Taoiseach Enda Kenny has declined to row into a dispute between the International Monetary Fund and the European Commission over rescue measures for Greece.
At a Helsinki conference Olli Rehn hit out at the IMF for issuing a report on Wednesday saying that Greek debt restructuring in February 2012 came a year too late. "I don't think it's fair and just for the IMF to wash its hands and throw the dirty water on the Europeans," said Mr Rehn at the Economic Ideas Forum in the Finnish conference.
Asked about Mr Rehn’s remarks, Mr Kenny said his critical views of the EU/IMF programme were known and that his Government had worked to improve its terms. “This is not about about getting involved in a row; decisiveness clarity and courage are required,” he said.
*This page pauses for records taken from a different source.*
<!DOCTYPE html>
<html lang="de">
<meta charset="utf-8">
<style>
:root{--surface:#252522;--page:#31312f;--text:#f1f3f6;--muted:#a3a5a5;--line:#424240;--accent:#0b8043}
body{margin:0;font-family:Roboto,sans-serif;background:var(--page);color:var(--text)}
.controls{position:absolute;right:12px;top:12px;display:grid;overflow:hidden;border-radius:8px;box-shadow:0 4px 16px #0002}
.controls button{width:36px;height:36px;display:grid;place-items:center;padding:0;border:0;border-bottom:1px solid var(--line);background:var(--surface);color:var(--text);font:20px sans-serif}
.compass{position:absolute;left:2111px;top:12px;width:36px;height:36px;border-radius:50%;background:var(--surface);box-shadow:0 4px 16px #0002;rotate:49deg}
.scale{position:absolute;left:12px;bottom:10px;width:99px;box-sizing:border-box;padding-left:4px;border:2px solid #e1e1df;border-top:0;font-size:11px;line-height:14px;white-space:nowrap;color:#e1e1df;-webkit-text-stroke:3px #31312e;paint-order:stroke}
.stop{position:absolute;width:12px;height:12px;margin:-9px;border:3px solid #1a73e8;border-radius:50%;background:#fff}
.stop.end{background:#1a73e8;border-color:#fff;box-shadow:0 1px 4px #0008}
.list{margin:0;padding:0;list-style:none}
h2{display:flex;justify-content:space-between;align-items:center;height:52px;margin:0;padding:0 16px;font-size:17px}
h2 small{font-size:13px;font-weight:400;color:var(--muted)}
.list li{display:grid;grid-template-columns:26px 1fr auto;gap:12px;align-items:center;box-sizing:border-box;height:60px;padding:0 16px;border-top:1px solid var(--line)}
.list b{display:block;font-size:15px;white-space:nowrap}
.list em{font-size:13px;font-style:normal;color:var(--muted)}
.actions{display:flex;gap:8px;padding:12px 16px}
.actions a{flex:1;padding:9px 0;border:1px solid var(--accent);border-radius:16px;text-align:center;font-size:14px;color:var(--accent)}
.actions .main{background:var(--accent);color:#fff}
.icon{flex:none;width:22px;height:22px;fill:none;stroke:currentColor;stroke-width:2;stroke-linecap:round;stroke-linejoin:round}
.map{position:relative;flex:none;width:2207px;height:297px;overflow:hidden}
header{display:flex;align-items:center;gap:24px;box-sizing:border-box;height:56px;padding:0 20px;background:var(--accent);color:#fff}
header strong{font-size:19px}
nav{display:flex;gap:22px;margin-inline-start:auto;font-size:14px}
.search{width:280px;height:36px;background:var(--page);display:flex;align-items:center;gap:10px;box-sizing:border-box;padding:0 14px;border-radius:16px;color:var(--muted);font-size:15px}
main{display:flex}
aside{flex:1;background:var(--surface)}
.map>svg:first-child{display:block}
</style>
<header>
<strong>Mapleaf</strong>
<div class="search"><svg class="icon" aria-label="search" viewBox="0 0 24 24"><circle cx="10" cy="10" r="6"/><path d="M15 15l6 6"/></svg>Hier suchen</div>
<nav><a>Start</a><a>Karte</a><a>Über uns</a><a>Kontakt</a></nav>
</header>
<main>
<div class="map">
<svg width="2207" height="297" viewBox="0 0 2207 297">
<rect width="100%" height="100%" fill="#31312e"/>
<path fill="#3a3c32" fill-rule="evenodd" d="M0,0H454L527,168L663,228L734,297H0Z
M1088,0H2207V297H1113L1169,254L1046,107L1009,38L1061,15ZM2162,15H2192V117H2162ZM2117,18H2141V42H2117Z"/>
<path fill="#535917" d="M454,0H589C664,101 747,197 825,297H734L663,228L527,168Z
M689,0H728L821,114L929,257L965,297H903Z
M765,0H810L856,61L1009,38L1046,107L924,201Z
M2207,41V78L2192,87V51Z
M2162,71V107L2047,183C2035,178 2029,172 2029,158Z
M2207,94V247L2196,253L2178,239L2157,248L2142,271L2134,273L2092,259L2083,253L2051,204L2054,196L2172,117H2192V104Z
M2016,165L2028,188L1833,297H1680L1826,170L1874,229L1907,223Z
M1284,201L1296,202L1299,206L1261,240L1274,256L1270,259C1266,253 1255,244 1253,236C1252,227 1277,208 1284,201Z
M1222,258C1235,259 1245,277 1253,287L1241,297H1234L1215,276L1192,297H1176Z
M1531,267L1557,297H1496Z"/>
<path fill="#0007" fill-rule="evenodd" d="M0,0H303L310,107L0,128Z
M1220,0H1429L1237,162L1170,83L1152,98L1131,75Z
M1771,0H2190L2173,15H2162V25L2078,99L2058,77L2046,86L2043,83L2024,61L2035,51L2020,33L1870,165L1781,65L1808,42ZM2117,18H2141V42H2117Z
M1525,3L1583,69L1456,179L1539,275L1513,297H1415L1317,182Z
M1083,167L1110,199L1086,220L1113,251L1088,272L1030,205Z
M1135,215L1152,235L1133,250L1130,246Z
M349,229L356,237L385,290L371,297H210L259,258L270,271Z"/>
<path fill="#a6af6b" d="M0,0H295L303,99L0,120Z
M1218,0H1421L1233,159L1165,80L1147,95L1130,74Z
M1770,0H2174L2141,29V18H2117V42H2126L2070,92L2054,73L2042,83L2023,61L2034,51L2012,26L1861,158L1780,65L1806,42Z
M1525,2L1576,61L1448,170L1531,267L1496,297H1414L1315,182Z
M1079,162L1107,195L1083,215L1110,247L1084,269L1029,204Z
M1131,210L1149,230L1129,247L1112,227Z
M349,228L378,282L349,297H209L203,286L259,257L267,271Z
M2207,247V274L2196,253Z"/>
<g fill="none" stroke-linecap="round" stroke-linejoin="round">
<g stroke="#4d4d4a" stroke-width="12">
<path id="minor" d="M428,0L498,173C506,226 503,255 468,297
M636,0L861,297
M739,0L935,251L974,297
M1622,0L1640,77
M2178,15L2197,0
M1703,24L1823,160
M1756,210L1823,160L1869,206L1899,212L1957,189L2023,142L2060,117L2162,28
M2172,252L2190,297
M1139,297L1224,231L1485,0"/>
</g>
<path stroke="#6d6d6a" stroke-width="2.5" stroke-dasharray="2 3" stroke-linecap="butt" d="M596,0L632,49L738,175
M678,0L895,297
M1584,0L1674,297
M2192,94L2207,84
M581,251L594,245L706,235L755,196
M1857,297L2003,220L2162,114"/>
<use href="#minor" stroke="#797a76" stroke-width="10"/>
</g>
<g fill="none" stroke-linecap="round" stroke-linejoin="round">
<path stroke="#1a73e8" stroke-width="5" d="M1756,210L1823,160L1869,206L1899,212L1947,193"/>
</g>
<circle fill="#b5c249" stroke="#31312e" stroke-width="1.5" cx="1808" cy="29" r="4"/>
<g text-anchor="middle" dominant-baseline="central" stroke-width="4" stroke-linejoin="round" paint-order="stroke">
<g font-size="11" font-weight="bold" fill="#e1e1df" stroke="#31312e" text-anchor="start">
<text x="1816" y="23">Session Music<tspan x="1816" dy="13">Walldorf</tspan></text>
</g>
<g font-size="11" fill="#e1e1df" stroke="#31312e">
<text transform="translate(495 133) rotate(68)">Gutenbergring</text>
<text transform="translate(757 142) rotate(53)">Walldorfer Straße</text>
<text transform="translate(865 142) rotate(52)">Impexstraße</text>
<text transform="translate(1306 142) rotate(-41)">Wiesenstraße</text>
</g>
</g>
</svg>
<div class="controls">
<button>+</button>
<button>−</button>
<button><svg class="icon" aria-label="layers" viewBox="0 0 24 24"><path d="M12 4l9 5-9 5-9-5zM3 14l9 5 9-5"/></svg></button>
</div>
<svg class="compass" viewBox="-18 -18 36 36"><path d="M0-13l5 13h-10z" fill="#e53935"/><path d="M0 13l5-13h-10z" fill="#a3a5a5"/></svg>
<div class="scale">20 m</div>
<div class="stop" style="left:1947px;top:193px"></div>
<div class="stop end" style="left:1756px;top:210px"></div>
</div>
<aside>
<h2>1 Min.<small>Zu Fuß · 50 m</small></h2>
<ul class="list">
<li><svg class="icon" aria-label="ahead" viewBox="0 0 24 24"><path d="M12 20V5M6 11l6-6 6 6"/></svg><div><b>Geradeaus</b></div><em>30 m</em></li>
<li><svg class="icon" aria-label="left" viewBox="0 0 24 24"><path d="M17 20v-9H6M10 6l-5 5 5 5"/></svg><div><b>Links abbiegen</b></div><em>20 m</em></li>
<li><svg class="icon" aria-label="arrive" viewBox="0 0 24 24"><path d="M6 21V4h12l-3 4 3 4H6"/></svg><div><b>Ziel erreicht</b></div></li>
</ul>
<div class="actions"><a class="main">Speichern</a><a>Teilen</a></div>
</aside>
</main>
Mr Rehn struck back at the International Monetary Fund after it blamed Europe for mishandling Greece's first bailout, saying the fund itself had not supported an early debt restructuring.
In a report earlier this week, the IMF blamed the EU for allowing Athens to delay restructuring its debts until 2012.
"I recall that the IMF's managing director Dominique Strauss-Kahn did not propose early debt restructuring, (and that) Christine Lagarde was opposed to it," Mr Rehn said on the sidelines of a seminar in Helsinki.
Ms Lagarde, who was then French finance minister, replaced Mr Strauss-Kahn as head of the Fund in 2011.
The European Commission - which with the IMF and European Central Bank forms the troika that prepared aid packages for Greece, Ireland, Portugal, Spain and Cyprus - has said undertaking a restructuring in 2010 would have been wrong.
Yesterday, European Central Bank president Mario Draghi also warned against judging "what happened yesterday with today's eyes".
The IMF published its view in an assessment of the Greek rescue late on Wednesday. It also admitted it had lowered its normal standards for debt sustainability to take part in the €110 billion bailout - the first of two for Greece - and that its projections for the Greek economy had been too optimistic.
Mr Rehn also criticised Franco-German proposals which included a full-time eurozone economic policy chief and opposition to more powers for the Commission.
He said the proposals threatened the EU’s principle of a community method which allowed smaller member states to play a key role in decision-making.
Co-operation between Germany and France is indispensable for developing the EU, he said but is not enough on its own.
"Europe is too valuable to be left only for Germany and France. That is why we need the community method to make the European Union inclusive, so that small states can also have influence on decisions," Mr Rehn said in a speech in Helsinki.
German chancellor Angela Merkel and French president Francois Hollande last week opposed handing more powers to the Commission and said making the presidency of the Eurogroup of euro zone finance ministers a full-time post would help improve policy coordination in the bloc.
The proposed moves could widen the gap between the euro zone’s core states and other European Union members that are not in the single currency, and put national governments rather than the EU’s executive Commission in the driver’s seat.
“In many aspects they seem to suggest the wheel should be reinvented,” Mr Rehn said.